U.S. Pat. No. 3,592,758 issued to E. L. Pollitzer is believed pertinent for its showing of a two-stage process in which the charge stock is passed to the first reactor, with the effluent separated in a cold separator and a product separation zone. Several fractions are removed in the product separation zone with the heavy material and lightest material from the cold separator being passed into the downstream second reactor.

U.S. Pat. No. 3,655,551 issued to R. H. Hass et al. is believed pertinent for its showing of an integrated hydrocracking hydrogenation process. Upstream hydrocracking reactors are employed to produce gasoline and middle distillate fuels. Unconverted oil and middle distillate from the first zone may be passed in the substantial absence of hydrogen sulfide through a second reaction zone to substantially hydrogenate without hydrocracking the unconverted oil and middle distillate. The catalyst in the second zone may comprise a Group VIII noble metal hydrogenation component on a cracking catalyst support material.

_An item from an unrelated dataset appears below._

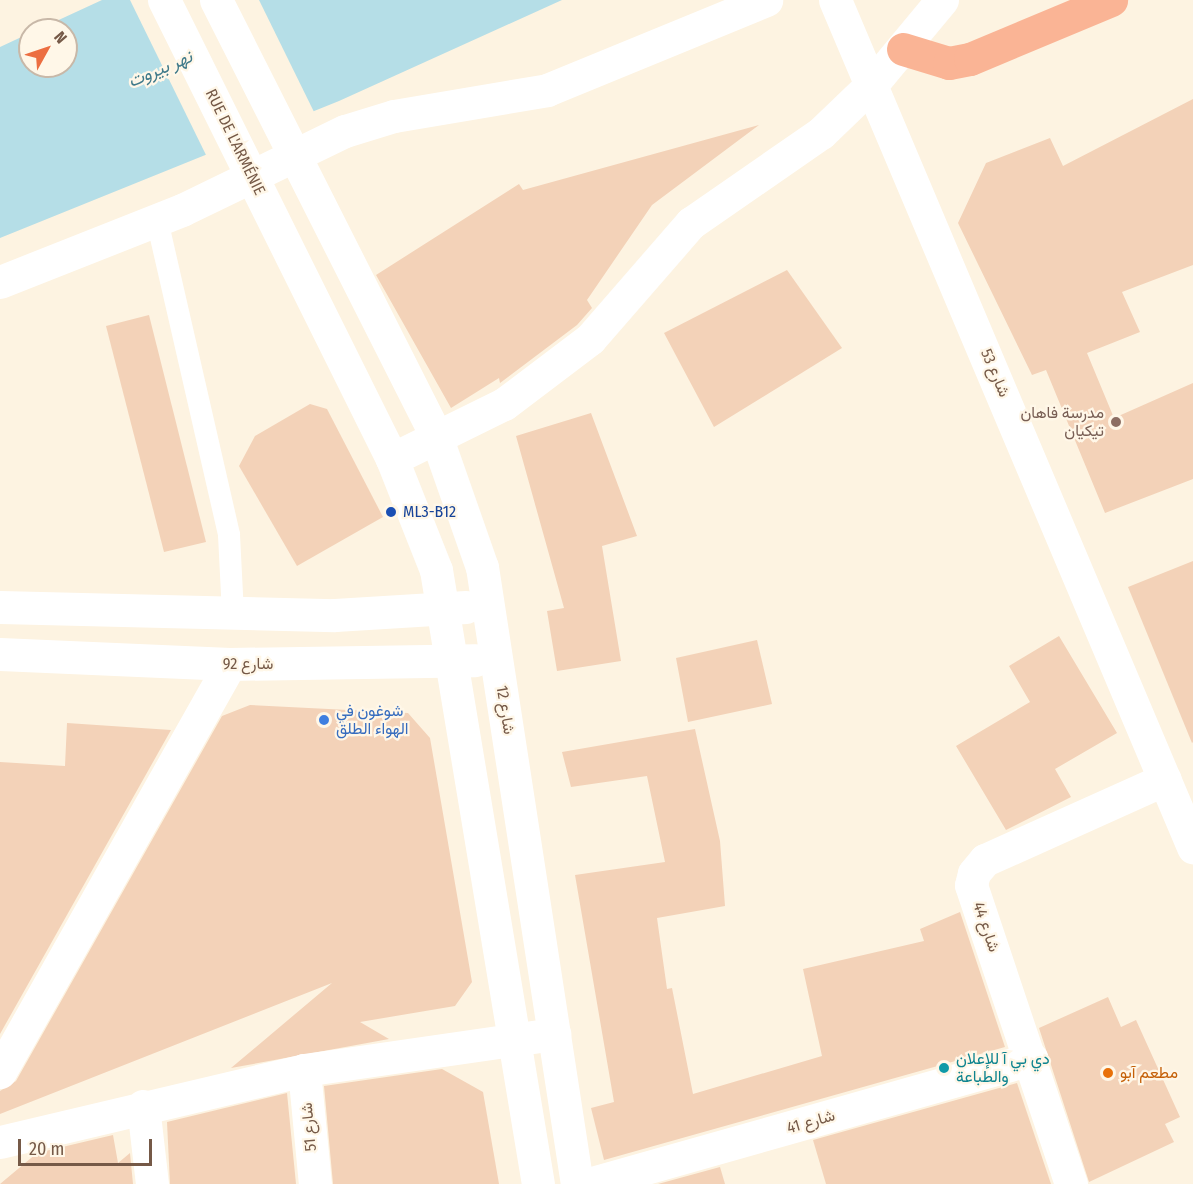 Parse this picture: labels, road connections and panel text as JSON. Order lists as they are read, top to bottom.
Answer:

BRIEF SUMMARY OF THE INVENTION

The invention is a hydrocracking process encompassing an integrated hydrogenation zone such that the overall process yields middle distillate products having low aromatic hydrocarbon contents. The invention is characterized by the passage of the effluent of a hydrocracking reaction zone into a first vapor-liquid separation zone, with the vapor removed from this first zone being partially condensed and passed into a second vapor-liquid separation zone. The process is operated such that the liquid removed from the second vapor-liquid separation zone contains the very great majority of the product middle distillate hydrocarbons which it is desired to hydrogenate. These middle distillate hydrocarbons together with recycle hydrogen are passed into a hydrogenation zone. The effluent of the hydrogenation zone and the vapor from the second vapor-liquid separation zone are passed into a third vapor-liquid separation zone which produces the recycle hydrogen stream of the process.

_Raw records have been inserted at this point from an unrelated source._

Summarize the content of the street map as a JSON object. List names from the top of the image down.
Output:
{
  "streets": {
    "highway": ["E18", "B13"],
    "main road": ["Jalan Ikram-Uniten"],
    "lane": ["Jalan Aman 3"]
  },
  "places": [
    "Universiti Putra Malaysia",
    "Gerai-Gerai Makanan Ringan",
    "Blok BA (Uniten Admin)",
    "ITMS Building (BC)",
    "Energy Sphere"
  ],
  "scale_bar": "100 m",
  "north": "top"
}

One embodiment of the invention may be characterized as a hydrocracking process which comprises the steps of passing a feed stream which comprises an admixture of hydrocarbons boiling above 240 degrees Centigrade and hydrogen through a hydrocracking reaction zone maintained at hydrocracking conditions and producing a mixed-phase first reaction zone effluent stream; separating the first reaction zone effluent stream into a first vapor stream, which comprises hydrogen, light hydrocarbons and kerosene boiling range hydrocarbons, and a first liquid stream, which comprises hydrocarbons boiling above the kerosene boiling range; forming a second vapor stream and a second liquid stream by partially condensing the first vapor stream, with the second liquid stream comprising kerosene boiling range hydrocarbons; passing the second liquid stream and added hydrogen through a hydrogenation zone maintained at hydrogenation conditions and producing a hydrogenation zone effluent stream; and, passing kerosene boiling range hydrocarbons present in the hydrogenation zone effluent stream and the first liquid stream into a fractionation zone, and recovering product hydrocarbons.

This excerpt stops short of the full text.